Maka, telah terjadi perbedaan pendapat ulama tentang status hadits ini. Sebagian ulama mendhaifkannya lantaran kedhaifan yang parah dari ‘Isa bin Maimun di atas, mereka seperti Imam Ibnul Jauzi yang berkata: dhaif Jiddan – sangat lemah. (Al ‘Ilal Mutanahiyah, 2/627, No. 1034), Al Hafizh Ibnu Hajar berkata: sanaduhu dhaif – sanadnya lemah. (Fathul Bari, 9/226). Syaikh Al Albani juga mendhaifkannya. (Dhaiful Jami’ No. 966)

Ulama lain mengatakan hadits ini hasan, bahkan shahih karena memiliki penguat dari riwayat lainnya. Imam At Tirmidzi menyebutnya hasan gharib. (Sunan At Tirmidzi No. 1089), Imam As Sakhawi mengatakan: “Hadits ini hasan, maka riwayat dari At Tirmidzi kalau pun dhaif, dia memiliki penguat seperti yang diriwayatkan oleh Ibnu Majah dan lainnya.” (Al Maqashid Al Hasanah, Hal. 125)

Imam Al ‘Ajluni menjelaskan dengan panjang:

“… Tetapi hadits ini memiliki berbagai syawahid (penguat), yang membuatnya menjadi hasan lighairih, bahkan shahih, sebagaimana penjelasan berikut. Di antara berbagai riwayat yang menguatkannya adalah apa yang diriwayatkan oleh Ibnu Majah, dan Ibnu Mani’ dari hadits Anas dan ‘Aisyah sebagaimana tertera dalam kitab Al La-aaliy, Al Maqashid, dan lainnya. Juga yang tertera dalam Musnad Ahmad, dari Ibnuz Zubeir bahwa Rasulullah Shallallahu ‘Alaihi wa Sallam bersabda: “Umumkanlah pernikahan”, As Sakhawi menyebutkan dengan lafaz: “Sembunyikanlah khitbah/lamaran”, ini menjadi dasar pihak yang mengatakan batalnya nikah secara sembunyi-sembunyi. Dan, di antara penguatnya juga apa yang diriwayatkan oleh Ibnu Hibban dan Al Hakim, keduanya menshahihkannya, juga Ath Thabarani dan Abu Nu’aim dari Ibnuz Zubeir, juga riwayat Ath Thabarani dari Hibar bin Al Aswad, “Siarkanlah nikah dan umumkanlah”, juga riwayat Ad Dailami dari Ummu Salamah dengan lafaz: “Tampakkanlah nikah dan sembunyikanlah khitbah.”Berkata An Najm, bahwa termasuk penguatnya adalah apa yang diriwayatkan oleh At Tirmidzi –dan dia menghasankannya, An Nasa’i, Ibnu Majah, dan Al Hakim –dan dia menshahihkannya, yaitu riwayat dari Muhammad bin Hathib dengan lafaz: “Pemisah antara halal dan haram dalam pernikahan adalah memukul rebana dan suara.” (Kasyful Khafa, 1/145)
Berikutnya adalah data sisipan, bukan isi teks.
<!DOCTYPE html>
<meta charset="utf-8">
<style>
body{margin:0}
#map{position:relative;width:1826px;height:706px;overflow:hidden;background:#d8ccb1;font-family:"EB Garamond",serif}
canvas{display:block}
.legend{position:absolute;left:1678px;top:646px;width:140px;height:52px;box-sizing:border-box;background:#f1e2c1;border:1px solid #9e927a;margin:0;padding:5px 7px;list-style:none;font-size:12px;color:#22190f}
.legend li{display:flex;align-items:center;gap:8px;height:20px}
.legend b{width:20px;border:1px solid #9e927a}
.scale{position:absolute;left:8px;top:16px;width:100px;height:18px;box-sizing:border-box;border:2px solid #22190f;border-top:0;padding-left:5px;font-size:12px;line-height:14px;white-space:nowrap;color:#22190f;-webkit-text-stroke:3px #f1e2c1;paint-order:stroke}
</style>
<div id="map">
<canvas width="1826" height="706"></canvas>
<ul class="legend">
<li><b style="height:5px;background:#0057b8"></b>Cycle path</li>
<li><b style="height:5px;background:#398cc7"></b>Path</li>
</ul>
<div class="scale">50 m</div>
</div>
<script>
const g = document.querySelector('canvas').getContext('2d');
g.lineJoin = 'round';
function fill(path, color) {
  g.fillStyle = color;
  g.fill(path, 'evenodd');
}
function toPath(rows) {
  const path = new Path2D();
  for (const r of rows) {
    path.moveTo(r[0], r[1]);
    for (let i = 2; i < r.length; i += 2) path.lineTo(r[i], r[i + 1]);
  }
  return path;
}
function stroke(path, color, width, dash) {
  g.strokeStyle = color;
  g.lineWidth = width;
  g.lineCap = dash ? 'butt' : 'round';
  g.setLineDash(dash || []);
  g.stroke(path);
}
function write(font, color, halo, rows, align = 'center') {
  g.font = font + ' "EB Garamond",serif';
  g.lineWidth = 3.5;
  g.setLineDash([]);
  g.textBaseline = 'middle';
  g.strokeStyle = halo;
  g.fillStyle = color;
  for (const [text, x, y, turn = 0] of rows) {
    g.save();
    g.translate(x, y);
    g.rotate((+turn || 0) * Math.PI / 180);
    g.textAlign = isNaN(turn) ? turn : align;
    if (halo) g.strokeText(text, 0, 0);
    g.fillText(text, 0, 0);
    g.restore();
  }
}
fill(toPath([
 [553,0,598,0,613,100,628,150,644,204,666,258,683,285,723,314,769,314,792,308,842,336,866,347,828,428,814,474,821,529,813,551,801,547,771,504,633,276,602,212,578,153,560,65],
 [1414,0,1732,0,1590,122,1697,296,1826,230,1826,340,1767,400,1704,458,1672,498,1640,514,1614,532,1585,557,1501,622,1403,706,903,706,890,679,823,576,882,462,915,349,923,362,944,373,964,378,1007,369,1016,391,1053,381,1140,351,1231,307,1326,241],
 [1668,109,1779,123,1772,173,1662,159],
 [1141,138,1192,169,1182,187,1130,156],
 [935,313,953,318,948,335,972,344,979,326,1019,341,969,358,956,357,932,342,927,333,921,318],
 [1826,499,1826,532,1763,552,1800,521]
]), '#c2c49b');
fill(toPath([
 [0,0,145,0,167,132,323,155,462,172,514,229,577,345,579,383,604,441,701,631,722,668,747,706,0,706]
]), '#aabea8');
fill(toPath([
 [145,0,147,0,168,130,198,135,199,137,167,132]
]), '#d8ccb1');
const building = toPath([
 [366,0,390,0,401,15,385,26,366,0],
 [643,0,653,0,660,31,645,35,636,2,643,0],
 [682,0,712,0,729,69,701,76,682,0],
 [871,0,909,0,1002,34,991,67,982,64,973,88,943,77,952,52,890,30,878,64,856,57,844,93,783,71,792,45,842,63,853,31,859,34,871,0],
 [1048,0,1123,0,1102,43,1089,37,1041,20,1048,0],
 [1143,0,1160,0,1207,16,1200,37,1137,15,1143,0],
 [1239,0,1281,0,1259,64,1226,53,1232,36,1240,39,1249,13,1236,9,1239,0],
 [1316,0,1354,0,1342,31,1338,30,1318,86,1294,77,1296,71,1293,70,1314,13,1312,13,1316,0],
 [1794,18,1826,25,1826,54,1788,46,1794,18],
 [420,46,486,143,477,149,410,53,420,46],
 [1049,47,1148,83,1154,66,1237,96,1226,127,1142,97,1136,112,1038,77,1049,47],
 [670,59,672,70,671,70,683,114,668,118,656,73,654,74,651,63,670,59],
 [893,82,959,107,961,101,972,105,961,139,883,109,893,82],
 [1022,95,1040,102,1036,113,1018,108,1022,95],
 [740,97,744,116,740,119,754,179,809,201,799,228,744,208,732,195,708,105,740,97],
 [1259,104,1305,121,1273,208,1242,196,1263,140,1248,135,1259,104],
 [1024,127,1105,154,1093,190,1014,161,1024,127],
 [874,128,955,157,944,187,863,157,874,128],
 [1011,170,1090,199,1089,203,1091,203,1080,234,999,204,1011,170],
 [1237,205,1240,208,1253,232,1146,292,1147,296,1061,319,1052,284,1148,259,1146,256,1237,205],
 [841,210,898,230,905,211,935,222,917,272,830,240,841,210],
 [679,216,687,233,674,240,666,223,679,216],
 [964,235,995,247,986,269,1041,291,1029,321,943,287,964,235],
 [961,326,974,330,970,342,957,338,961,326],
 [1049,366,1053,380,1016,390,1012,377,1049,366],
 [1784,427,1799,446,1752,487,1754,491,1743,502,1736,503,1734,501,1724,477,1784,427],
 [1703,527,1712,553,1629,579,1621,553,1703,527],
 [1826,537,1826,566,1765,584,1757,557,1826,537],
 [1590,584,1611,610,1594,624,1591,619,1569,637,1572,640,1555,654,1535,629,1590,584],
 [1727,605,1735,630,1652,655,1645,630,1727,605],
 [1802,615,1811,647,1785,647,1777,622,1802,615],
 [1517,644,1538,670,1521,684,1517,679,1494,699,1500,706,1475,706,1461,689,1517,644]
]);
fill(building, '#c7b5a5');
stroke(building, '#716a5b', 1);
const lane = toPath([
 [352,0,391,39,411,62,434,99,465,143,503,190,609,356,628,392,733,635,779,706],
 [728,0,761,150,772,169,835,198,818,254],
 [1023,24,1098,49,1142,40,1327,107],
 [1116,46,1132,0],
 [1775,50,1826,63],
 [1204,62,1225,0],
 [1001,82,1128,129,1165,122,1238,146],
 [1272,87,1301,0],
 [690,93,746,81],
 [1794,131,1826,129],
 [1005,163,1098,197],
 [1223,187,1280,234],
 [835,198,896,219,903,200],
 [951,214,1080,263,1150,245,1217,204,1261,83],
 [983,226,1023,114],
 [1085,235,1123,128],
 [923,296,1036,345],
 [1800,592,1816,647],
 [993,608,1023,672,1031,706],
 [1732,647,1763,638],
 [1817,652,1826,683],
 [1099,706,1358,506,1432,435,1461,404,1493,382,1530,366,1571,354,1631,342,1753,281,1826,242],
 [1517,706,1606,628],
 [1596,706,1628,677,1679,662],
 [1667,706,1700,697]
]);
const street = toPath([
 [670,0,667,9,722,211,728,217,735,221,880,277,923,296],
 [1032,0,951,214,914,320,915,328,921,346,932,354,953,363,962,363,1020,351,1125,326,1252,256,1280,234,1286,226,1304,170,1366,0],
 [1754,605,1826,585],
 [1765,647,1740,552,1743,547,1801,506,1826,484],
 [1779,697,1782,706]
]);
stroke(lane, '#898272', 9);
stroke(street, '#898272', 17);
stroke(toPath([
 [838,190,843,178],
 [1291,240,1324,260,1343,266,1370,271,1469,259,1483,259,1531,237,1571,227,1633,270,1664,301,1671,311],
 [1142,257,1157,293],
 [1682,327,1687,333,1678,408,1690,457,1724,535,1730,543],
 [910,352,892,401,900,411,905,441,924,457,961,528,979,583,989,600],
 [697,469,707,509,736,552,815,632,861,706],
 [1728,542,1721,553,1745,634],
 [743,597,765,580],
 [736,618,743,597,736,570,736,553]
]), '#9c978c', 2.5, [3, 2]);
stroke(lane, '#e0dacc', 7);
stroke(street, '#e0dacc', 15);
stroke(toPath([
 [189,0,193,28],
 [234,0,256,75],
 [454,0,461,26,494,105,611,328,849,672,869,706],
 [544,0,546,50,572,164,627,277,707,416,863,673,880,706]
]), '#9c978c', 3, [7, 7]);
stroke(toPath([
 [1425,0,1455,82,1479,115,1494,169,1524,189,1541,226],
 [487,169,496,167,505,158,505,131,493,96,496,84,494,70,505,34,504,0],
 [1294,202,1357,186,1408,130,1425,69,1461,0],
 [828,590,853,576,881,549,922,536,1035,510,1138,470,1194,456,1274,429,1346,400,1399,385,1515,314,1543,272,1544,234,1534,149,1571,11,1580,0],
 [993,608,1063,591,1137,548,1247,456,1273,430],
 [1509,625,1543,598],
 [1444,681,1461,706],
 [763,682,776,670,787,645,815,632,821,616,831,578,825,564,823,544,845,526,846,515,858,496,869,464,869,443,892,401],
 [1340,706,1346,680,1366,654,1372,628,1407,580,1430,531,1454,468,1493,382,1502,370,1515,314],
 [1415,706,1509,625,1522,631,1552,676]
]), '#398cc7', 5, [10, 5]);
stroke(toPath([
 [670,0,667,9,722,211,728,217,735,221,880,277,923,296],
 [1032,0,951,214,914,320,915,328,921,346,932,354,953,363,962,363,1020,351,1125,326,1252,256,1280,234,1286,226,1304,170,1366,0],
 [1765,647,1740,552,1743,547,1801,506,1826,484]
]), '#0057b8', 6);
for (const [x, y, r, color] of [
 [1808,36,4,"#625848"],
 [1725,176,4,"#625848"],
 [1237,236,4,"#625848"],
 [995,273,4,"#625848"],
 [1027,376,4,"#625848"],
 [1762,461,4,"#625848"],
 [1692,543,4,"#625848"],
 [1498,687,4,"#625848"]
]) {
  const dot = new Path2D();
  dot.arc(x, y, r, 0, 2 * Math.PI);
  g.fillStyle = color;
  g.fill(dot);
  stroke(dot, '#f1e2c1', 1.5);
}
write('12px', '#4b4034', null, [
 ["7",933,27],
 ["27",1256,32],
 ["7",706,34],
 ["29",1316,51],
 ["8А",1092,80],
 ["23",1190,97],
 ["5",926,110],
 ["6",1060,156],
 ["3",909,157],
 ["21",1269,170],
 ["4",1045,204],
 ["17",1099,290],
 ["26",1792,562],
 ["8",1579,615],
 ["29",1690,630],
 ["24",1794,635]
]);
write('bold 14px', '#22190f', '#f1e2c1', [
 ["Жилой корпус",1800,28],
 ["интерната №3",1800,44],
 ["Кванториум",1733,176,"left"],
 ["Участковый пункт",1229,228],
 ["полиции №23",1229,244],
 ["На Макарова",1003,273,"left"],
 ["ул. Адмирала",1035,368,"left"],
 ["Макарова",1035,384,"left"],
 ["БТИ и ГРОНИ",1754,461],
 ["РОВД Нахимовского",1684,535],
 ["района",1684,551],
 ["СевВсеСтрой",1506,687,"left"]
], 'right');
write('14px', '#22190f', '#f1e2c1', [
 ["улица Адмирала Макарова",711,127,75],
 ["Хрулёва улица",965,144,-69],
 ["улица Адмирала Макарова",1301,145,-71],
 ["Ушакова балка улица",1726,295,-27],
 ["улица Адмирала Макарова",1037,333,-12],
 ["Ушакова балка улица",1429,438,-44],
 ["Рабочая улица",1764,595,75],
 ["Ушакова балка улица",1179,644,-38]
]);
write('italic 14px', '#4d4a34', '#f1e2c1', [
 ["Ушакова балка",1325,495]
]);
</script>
Jika hadits ini lebih mendekati pada hasan atau shahih sebagaimana menurut sebagian imam, maka selesai pembicaraan kita, bahwa memang akad nikah di Masjid adalah masyru’ (disyariatkan). Jika hadits ini dhaif sebagaimana menurut imam lainnya, maka perintah melangsungkan akad nikah di masjid menjadi teranulir, tetapi … apakah “tidak ada perintah akad nikah di masjid” bermakna terlarang dilakukan di masjid? Yang jelas, tidak ada perintah bukan berarti terlarang.

Imam Al Munawi Rahimahullah mengomentari hadits di atas:

وفيه أن عقد النكاح في المسجد لا يكره بخلاف البيع ونحوه

Pada hadits ini menunjukkan bahwa melangsungkan akad nikah di masjid tidaklah dibenci, berbeda dengan jual beli dan yang semisalnya. (At Taisir bisy Syarhi Al Jaami’ Ash Shaghiir, 1/353)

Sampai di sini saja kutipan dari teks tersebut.